Articles
This month, the New York Police Department is busy quietly launching a strategy to combat crime and terrorism: the installation of wireless video cameras high above the ground on streets throughout Brooklyn, Lower Manhattan, and parts of midtown. This surveillance system is modeled after the London financial district’s “ring of steel” security.
The newly installed crime cameras are the first of 500 surveillance systems to be installed using a $9 million budget. Hundreds of other cameras will be installed once the city receives a requested $81.5 million in federal grants.

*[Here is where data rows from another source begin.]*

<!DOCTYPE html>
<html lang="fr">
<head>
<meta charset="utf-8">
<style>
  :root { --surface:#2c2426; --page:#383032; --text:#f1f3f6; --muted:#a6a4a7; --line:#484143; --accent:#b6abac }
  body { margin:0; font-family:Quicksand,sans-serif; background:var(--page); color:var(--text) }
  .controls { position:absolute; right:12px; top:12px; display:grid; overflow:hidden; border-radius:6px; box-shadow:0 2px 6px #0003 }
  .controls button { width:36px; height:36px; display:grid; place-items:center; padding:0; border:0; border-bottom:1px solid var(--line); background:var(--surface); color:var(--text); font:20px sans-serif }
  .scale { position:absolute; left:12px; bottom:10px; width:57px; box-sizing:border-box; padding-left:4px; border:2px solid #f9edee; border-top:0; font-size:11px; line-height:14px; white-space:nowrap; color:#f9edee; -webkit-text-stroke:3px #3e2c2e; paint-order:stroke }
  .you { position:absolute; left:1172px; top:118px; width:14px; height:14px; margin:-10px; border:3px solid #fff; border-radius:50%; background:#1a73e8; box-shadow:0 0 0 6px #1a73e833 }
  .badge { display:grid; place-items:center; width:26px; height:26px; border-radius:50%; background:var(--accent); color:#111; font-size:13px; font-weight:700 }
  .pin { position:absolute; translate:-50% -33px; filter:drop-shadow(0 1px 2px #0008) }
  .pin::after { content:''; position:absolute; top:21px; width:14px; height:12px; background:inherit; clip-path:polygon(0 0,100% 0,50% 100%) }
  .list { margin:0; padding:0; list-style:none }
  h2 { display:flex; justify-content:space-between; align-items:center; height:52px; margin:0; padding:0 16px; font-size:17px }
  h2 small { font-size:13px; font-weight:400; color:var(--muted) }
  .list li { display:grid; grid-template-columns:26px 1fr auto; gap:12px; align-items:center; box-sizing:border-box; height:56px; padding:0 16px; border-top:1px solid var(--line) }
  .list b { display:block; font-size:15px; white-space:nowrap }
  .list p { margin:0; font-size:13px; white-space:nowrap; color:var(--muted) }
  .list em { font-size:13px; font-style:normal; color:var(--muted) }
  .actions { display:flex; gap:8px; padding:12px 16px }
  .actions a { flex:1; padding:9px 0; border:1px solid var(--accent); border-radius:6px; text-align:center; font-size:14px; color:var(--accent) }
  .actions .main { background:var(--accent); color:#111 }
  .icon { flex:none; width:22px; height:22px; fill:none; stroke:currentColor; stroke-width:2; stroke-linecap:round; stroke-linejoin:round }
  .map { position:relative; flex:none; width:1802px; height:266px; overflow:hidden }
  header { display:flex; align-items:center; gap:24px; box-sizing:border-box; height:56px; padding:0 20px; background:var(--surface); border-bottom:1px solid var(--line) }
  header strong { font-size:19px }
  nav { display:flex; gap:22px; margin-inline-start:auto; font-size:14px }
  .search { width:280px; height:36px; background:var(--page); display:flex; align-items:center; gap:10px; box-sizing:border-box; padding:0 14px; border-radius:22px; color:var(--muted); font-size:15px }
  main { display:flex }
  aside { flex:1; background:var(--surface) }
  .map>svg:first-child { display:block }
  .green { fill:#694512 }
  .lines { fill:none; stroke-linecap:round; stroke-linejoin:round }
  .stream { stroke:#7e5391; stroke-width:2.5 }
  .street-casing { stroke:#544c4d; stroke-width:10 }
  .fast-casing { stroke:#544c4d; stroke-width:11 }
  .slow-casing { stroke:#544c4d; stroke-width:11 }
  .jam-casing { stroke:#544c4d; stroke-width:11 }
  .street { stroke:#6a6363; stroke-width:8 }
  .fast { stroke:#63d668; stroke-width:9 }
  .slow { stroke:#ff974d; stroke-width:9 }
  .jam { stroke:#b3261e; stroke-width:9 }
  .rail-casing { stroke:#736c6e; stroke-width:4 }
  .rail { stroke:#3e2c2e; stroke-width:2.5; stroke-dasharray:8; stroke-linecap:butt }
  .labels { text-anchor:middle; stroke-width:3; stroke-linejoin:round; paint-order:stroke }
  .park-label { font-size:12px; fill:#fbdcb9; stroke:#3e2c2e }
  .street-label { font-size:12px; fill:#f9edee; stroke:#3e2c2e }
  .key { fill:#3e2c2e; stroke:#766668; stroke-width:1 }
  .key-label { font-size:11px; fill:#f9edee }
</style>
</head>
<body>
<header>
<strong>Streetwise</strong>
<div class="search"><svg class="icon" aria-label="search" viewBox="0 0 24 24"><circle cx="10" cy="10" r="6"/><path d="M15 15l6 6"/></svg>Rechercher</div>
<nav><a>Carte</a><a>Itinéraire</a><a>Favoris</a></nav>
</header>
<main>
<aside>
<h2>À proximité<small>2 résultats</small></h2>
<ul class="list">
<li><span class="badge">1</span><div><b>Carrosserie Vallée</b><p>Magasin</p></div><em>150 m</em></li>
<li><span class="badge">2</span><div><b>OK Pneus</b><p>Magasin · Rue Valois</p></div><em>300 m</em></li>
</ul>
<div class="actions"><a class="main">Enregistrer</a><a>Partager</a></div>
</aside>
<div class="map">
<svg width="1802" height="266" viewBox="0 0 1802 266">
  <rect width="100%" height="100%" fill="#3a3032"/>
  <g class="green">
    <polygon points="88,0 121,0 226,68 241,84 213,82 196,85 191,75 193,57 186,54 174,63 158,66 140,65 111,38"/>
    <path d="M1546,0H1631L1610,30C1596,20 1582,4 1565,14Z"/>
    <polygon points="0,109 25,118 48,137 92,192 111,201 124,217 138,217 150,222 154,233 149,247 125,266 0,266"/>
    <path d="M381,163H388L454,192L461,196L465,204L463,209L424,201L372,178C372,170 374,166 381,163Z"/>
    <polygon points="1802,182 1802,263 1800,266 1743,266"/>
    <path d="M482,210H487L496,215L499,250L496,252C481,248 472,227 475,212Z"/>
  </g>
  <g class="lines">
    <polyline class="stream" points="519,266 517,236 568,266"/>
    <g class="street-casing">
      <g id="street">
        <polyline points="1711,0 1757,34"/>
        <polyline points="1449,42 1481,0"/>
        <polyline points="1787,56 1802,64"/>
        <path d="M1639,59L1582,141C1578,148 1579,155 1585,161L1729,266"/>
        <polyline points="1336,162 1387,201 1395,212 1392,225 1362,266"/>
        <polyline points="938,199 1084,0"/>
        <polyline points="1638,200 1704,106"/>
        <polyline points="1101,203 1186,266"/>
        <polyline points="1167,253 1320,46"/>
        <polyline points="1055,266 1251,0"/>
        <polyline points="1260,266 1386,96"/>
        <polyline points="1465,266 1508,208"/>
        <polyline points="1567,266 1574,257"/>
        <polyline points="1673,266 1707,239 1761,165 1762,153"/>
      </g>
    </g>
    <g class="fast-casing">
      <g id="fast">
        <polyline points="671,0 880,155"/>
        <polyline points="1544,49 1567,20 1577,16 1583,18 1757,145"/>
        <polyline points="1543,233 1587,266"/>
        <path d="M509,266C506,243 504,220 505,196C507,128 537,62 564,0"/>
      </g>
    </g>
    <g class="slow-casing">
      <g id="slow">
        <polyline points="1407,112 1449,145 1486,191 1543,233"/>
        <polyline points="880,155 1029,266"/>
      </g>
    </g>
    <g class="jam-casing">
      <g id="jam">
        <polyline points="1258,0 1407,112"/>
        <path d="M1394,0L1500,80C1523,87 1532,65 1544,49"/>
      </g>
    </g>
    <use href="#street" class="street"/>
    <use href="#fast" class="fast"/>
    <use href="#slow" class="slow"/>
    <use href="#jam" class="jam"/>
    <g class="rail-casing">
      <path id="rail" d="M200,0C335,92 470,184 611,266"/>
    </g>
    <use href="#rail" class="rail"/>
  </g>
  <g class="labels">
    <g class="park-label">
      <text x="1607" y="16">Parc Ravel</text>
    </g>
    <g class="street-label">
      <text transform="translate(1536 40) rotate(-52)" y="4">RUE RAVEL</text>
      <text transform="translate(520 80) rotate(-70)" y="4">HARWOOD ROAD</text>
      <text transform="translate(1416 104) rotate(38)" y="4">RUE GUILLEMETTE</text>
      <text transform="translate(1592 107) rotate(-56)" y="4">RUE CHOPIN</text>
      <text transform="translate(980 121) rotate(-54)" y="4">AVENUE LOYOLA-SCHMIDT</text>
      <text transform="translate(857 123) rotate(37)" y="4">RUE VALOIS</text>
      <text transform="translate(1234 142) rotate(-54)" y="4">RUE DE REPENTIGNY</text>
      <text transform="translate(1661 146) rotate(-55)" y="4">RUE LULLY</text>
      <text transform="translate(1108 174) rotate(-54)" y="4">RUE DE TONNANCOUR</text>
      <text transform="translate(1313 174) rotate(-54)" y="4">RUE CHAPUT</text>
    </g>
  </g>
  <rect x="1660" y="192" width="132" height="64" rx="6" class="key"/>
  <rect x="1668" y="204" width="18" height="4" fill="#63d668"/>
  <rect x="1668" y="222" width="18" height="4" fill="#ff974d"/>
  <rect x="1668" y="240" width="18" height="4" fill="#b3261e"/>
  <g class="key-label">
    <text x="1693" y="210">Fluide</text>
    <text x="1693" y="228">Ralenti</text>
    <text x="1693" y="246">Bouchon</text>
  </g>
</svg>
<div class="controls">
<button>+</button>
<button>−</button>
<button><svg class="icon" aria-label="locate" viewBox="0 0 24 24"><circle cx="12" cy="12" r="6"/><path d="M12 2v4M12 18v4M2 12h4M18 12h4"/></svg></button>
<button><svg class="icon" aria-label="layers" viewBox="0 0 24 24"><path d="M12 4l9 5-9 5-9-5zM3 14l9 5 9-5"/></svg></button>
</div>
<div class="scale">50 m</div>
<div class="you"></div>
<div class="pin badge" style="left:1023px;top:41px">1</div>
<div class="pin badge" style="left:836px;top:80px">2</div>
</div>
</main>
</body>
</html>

NYPD officials believe this is money well spent, given that members of terrorist groups have already cased the New York Stock Exchange and other financial buildings, not to mention what it took them to carry out the 2001 attacks. Police Commissioner Raymond Kelly says, “We have every reason to believe that New York remains in the cross-hairs, so we have to do what it takes to protect the city.”

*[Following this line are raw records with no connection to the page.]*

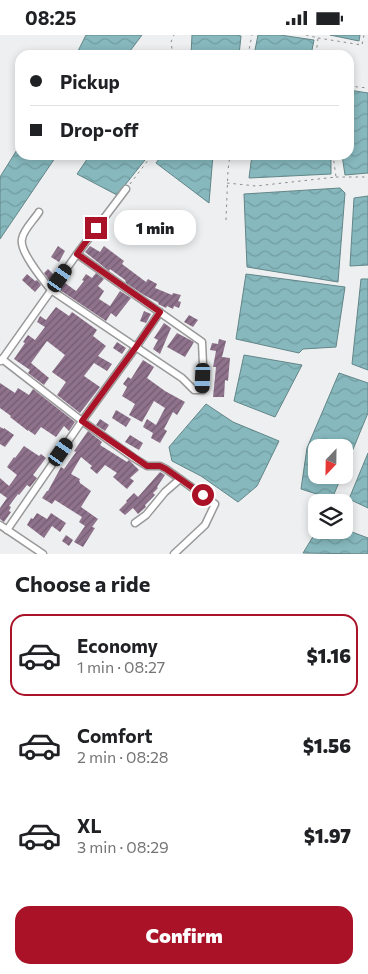 <!DOCTYPE html>
<meta charset="utf-8">
<style>
body{margin:0;font-family:Commissioner,sans-serif;background:#f6f6f6;color:#202124;height:100vh;display:flex;flex-direction:column;font-size:19px;white-space:nowrap}
*{box-sizing:border-box;margin:0}
p{font-size:16px;color:#757577}
.icon{flex:none;width:28px;height:28px;fill:none;stroke:currentColor;stroke-width:2;stroke-linecap:round;stroke-linejoin:round}
.map{position:relative;height:519px;overflow:hidden}
.drawer{display:flex;flex-direction:column;background:#fff;flex:1}
.drawer>*{flex:none}
.banner{position:absolute;left:15px;top:15px;width:339px;height:110px;border-radius:15px;box-shadow:0 2px 8px #0003;display:grid;align-content:center;height:110px;padding:0 15px;background:#fff}
.needle{width:32px;rotate:202deg}
.fabs{position:absolute;left:308px;top:404px;display:grid;gap:10px}
.fabs a{display:grid;place-items:center;width:45px;height:45px;border-radius:10px;background:#fff;box-shadow:0 2px 8px #0003;font-size:25px}
.end{position:absolute;width:22px;height:22px;margin:-11px;border:6px solid #a91227;background:#fff;box-shadow:0 0 0 2px #fff}
.from{border-radius:50%}
.bubble{position:absolute;height:35px;border-radius:15px;background:#fff;box-shadow:0 2px 8px #0003;font-size:16px;font-weight:800;line-height:35px;text-align:center}
.car{position:absolute;width:15px;height:30px;margin:-15px -8px;border-radius:6px;box-shadow:0 0 4px 1px #0007;background:linear-gradient(#222 24%,#8ab4d8 0 40%,#222 0 76%,#8ab4d8 0 86%,#222 0)}
.banner b{display:flex;align-items:center;gap:18px;height:48px;font-size:19px}
.banner b+b{border-top:1px solid #e0e0e0}
.banner i{width:12px;height:12px;background:#202124}
ul{padding:0;list-style:none}
li{display:flex;align-items:center;gap:15px;height:82px;margin:0 10px 8px;padding:0 5px;border:2px solid transparent;border-radius:15px}
li div{flex:1}
li b{display:block;font-size:19px}
li em{font-style:normal;font-weight:800}
li.selected{border-color:#a91227}
li>.icon{width:45px;height:45px;stroke-width:1.5}
h2{padding:0 15px;font-size:22px;line-height:60px}
.primary-button{display:flex;gap:10px;margin-top:auto;padding:10px 15px}
.primary-button a{flex:1;height:58px;border-radius:15px;background:#a91227;color:#fff;font-size:20px;font-weight:800;line-height:58px;text-align:center}
.status{display:flex;justify-content:space-between;align-items:center;height:35px;padding:0 25px;background:#fff;direction:ltr}
.status svg{height:14px;fill:currentColor}
.map>svg:first-child{display:block}
</style>
<div class="status"><b>08:25</b><svg viewBox="0 0 49 12"><path d="M0 12V9h3v3zM5 12V6h3v6zM10 12V3h3v9zM15 12V0h3v12zM26 1h20v11H26zM47 4h2v5h-2z"/></svg></div>
<div class="map">
<svg width="368" height="519" viewBox="0 0 368 519">
<defs>
<pattern id="water-waves" width="16" height="10" patternUnits="userSpaceOnUse" patternTransform="scale(1.25)"><rect width="16" height="10" fill="#86b8bd"/><path d="M0 5q4-4 8 0t8 0" fill="none" stroke="#729da1"/></pattern>
<pattern id="building-hatch" width="6" height="6" patternUnits="userSpaceOnUse" patternTransform="scale(1.25)"><rect width="6" height="6" fill="#8f728c"/><path d="M-1 1l2-2M0 6l6-6M5 7l2-2" fill="none" stroke="#735c71"/></pattern>
</defs>
<rect width="100%" height="100%" fill="#eeeff0"/>
<!-- water -->
<g fill="url(#water-waves)" stroke="#628588">
<polygon points="86,0 142,0 127,20 76,20"/>
<polygon points="192,0 237,0 241,1 239,20 191,20"/>
<polygon points="258,0 280,0 314,5 311,20 254,20"/>
<polygon points="330,0 360,0 359,6"/>
<polygon points="349,55 368,58 368,138 345,140 342,120 349,120"/>
<polygon points="20,110 20,120 57,120 0,204 0,142"/>
<polygon points="90,120 149,120 117,160 77,139"/>
<polygon points="162,120 213,120 209,168 156,128"/>
<polygon points="252,120 331,120 331,139 249,143"/>
<polygon points="340,153 345,158 338,247 247,232 244,159"/>
<polygon points="368,161 368,230 350,231 354,163"/>
<polygon points="246,239 345,252 336,312 303,314 299,318 236,304"/>
<polygon points="361,244 368,244 368,335 352,329"/>
<polygon points="244,320 302,330 275,382 234,366"/>
<polygon points="339,338 368,348 368,378 344,436 344,412 316,412 316,440 342,440 332,464 301,454 307,413"/>
<polygon points="206,369 233,387 279,406 257,451 238,467 201,441 172,426 169,412"/>
<polygon points="368,418 368,473 349,464"/>
<polygon points="344,494 368,503 368,519 303,518 317,495 344,495"/>
</g>
<!-- building -->
<g fill="url(#building-hatch)">
<polygon points="58,211 65,216 59,227 51,222"/>
<polygon points="90,211 100,217 104,211 124,226 122,229 146,247 148,244 157,249 155,253 172,260 173,258 181,260 178,266 181,267 179,273 174,271 173,274 167,271 166,273 158,269 159,268 144,260 126,248 125,245 110,234 109,236 85,217"/>
<polygon points="48,234 54,240 49,245 44,238"/>
<polygon points="96,238 104,244 98,251 104,256 99,264 110,271 120,256 131,263 116,282 111,278 106,286 60,255 65,248 76,256 84,246 82,245 86,239 92,243"/>
<polygon points="27,239 35,246 37,245 41,250 35,257 22,245"/>
<polygon points="56,272 69,281 72,277 97,295 93,301 106,311 98,321 112,329 107,336 94,328 84,341 100,352 80,378 57,360 66,347 52,337 65,320 47,306 31,328 49,343 44,350 28,338 30,335 14,324 25,308 23,307 28,300 35,305 45,292 37,287 40,281 46,285"/>
<polygon points="144,276 151,279 146,288 140,286"/>
<polygon points="189,280 198,285 193,292 184,287"/>
<polygon points="164,288 171,293 160,319 153,314 158,305 154,303"/>
<polygon points="177,298 194,307 185,322 167,312"/>
<polygon points="219,304 226,306 222,322 230,323 228,346 225,345 224,362 213,362 216,332 213,332 216,316 210,315 212,308 218,309"/>
<polygon points="117,307 126,313 122,319 113,313"/>
<polygon points="143,325 154,332 147,343 165,356 185,367 177,380 173,377 164,394 167,396 160,408 151,403 153,398 143,392 147,384 156,390 165,373 154,366 142,387 129,380 135,369 122,361 127,352 123,349 128,342 131,344"/>
<polygon points="0,348 15,358 18,353 29,360 33,354 75,387 69,396 64,391 56,402 41,392 35,400 28,395 28,396 10,382 11,381 0,373"/>
<polygon points="116,375 131,384 126,392 112,383"/>
<polygon points="100,384 109,390 105,396 96,390"/>
<polygon points="0,392 4,394 4,393 14,400 5,412 0,409"/>
<polygon points="88,396 102,407 100,410 127,427 129,425 139,435 130,443 134,446 127,454 113,442 117,438 105,430 97,439 90,433 92,431 81,422 71,439 80,444 79,446 80,447 80,448 91,456 81,472 98,484 92,492 95,493 83,512 74,507 85,491 79,487 82,482 55,465 52,469 42,463 47,456 48,456 61,432 64,434 76,417 74,416"/>
<polygon points="130,400 143,408 139,415 125,407"/>
<polygon points="24,411 39,421 41,419 46,423 33,440 37,443 30,452 27,450 19,460 18,459 9,471 11,472 9,476 11,477 4,487 0,484 0,473 7,463 0,458 0,443 9,451 17,440 7,432 14,422 15,423"/>
<polygon points="160,437 165,440 157,452 158,453 153,458 155,460 145,470 146,472 138,479 133,473 125,480 119,475 127,467 126,466 134,458 138,462"/>
<polygon points="37,478 47,484 51,478 66,488 60,497 52,491 44,503 27,490 31,483 33,484"/>
<polygon points="66,500 73,505 69,511 62,506"/>
</g>
<g fill="none" stroke-linecap="round" stroke-linejoin="round">
<!-- street casing -->
<g stroke="#99999a" stroke-width="9">
<g id="street">
<path d="M39 177C34 185 23 195 22 204 19 216 43 245 51 255L182 343 194 355H203V330L202 307 77 219"/>
<polyline points="2,324 82,386 134,423 147,431 160,431 166,434 180,444 165,457 146,480 135,488"/>
<polyline points="1,326 77,219 126,154"/>
<polyline points="0,490 43,519"/>
<polyline points="7,495 82,386 136,312 160,277"/>
<polyline points="174,519 205,490 215,469 180,444"/>
</g>
</g>
<!-- path -->
<g stroke="#8c8c8d" stroke-width="1" stroke-dasharray="2.5 4" stroke-linecap="butt">
<polyline points="306,0 318,3 316,20"/>
<polyline points="318,3 362,10 364,0"/>
<polyline points="173,20 171,7 174,0"/>
<polyline points="248,20 252,0"/>
<polyline points="349,51 368,53"/>
<polyline points="336,142 368,142"/>
<polyline points="227,148 256,151 336,142 333,120"/>
<polyline points="130,149 152,120"/>
<polyline points="226,185 228,135 230,120"/>
</g>
<!-- street -->
<use href="#street" stroke="#fff" stroke-width="6"/>
</g>
<g fill="none" stroke-linecap="round" stroke-linejoin="round">
<!-- route -->
<polyline stroke="#a91227" stroke-width="6" points="96,193 77,219 160,277 136,312 82,386 147,431 160,431 166,434 203,460"/>
</g>
</svg>
<div class="fabs">
<a><svg class="needle" viewBox="-14 -14 28 28"><path d="M0-13l5 13h-10z" fill="#e53935"/><path d="M0 13l5-13h-10z" fill="#757577"/></svg></a>
<a><svg class="icon" aria-label="layers" viewBox="0 0 24 24"><path d="M12 4l9 5-9 5-9-5zM3 14l9 5 9-5"/></svg></a>
</div>
<i class="end from" style="left:203px;top:460px"></i>
<i class="end" style="left:96px;top:193px"></i>
<div class="bubble" style="left:114px;top:175px;width:82px">1 min</div>
<i class="car" style="left:60px;top:243px;rotate:35deg"></i>
<i class="car" style="left:203px;top:343px;rotate:182deg"></i>
<i class="car" style="left:61px;top:417px;rotate:35deg"></i>
<div class="banner">
<b><i class="from"></i>Pickup</b>
<b><i></i>Drop-off</b>
</div>
</div>
<section class="drawer">
<h2>Choose a ride</h2>
<ul>
<li class="selected"><svg class="icon" aria-label="car" viewBox="0 0 24 24"><path d="M5 17H2v-5l4-1 3-4h7l3 4 3 1v5h-3M9 17h6M6 11h13"/><circle cx="7" cy="17" r="2"/><circle cx="17" cy="17" r="2"/></svg><div><b>Economy</b><p>1 min · 08:27</p></div><em>$1.16</em></li>
<li><svg class="icon" aria-label="car" viewBox="0 0 24 24"><path d="M5 17H2v-5l4-1 3-4h7l3 4 3 1v5h-3M9 17h6M6 11h13"/><circle cx="7" cy="17" r="2"/><circle cx="17" cy="17" r="2"/></svg><div><b>Comfort</b><p>2 min · 08:28</p></div><em>$1.56</em></li>
<li><svg class="icon" aria-label="car" viewBox="0 0 24 24"><path d="M5 17H2v-5l4-1 3-4h7l3 4 3 1v5h-3M9 17h6M6 11h13"/><circle cx="7" cy="17" r="2"/><circle cx="17" cy="17" r="2"/></svg><div><b>XL</b><p>3 min · 08:29</p></div><em>$1.97</em></li>
</ul>
<div class="primary-button"><a>Confirm</a></div>
</section>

New York City currently has approximately 1,000 cameras installed in their subway system, with another 1,100 expected to be in operation by 2008. Currently, over 3,000 cameras oversee city housing projects in an effort to reduce crime.
New York is not the only city embracing the surveillance approach to stopping crime. Chicago has spent about $5 million to install a 5,000-camera system across the city. Near the Capitol, the Department of Homeland Security plans to spend nearly $10 million for surveillance on the rail line in the area. Philadelphia and other major cities are also using crime camera with increasing frequency.
Officials with the New York Civil Liberties Union and other privacy advocates say the city needs to implement better safeguards to protect the public from racial profiling and voyeurism. Police insist that law-abiding citizens have nothing to fear. They have hired four defense attorneys to advise them on the legality of their surveillance strategies.
Other critics of the crime camera plan note that this surveillance cannot stop or prevent crime or terrorism, it can merely help identify suspects once a crime has been committed.
“It is not a cure-all,” says former NYPD captain Timothy Horner, “but we really want law enforcement to use whatever tools they can to keep us safe.”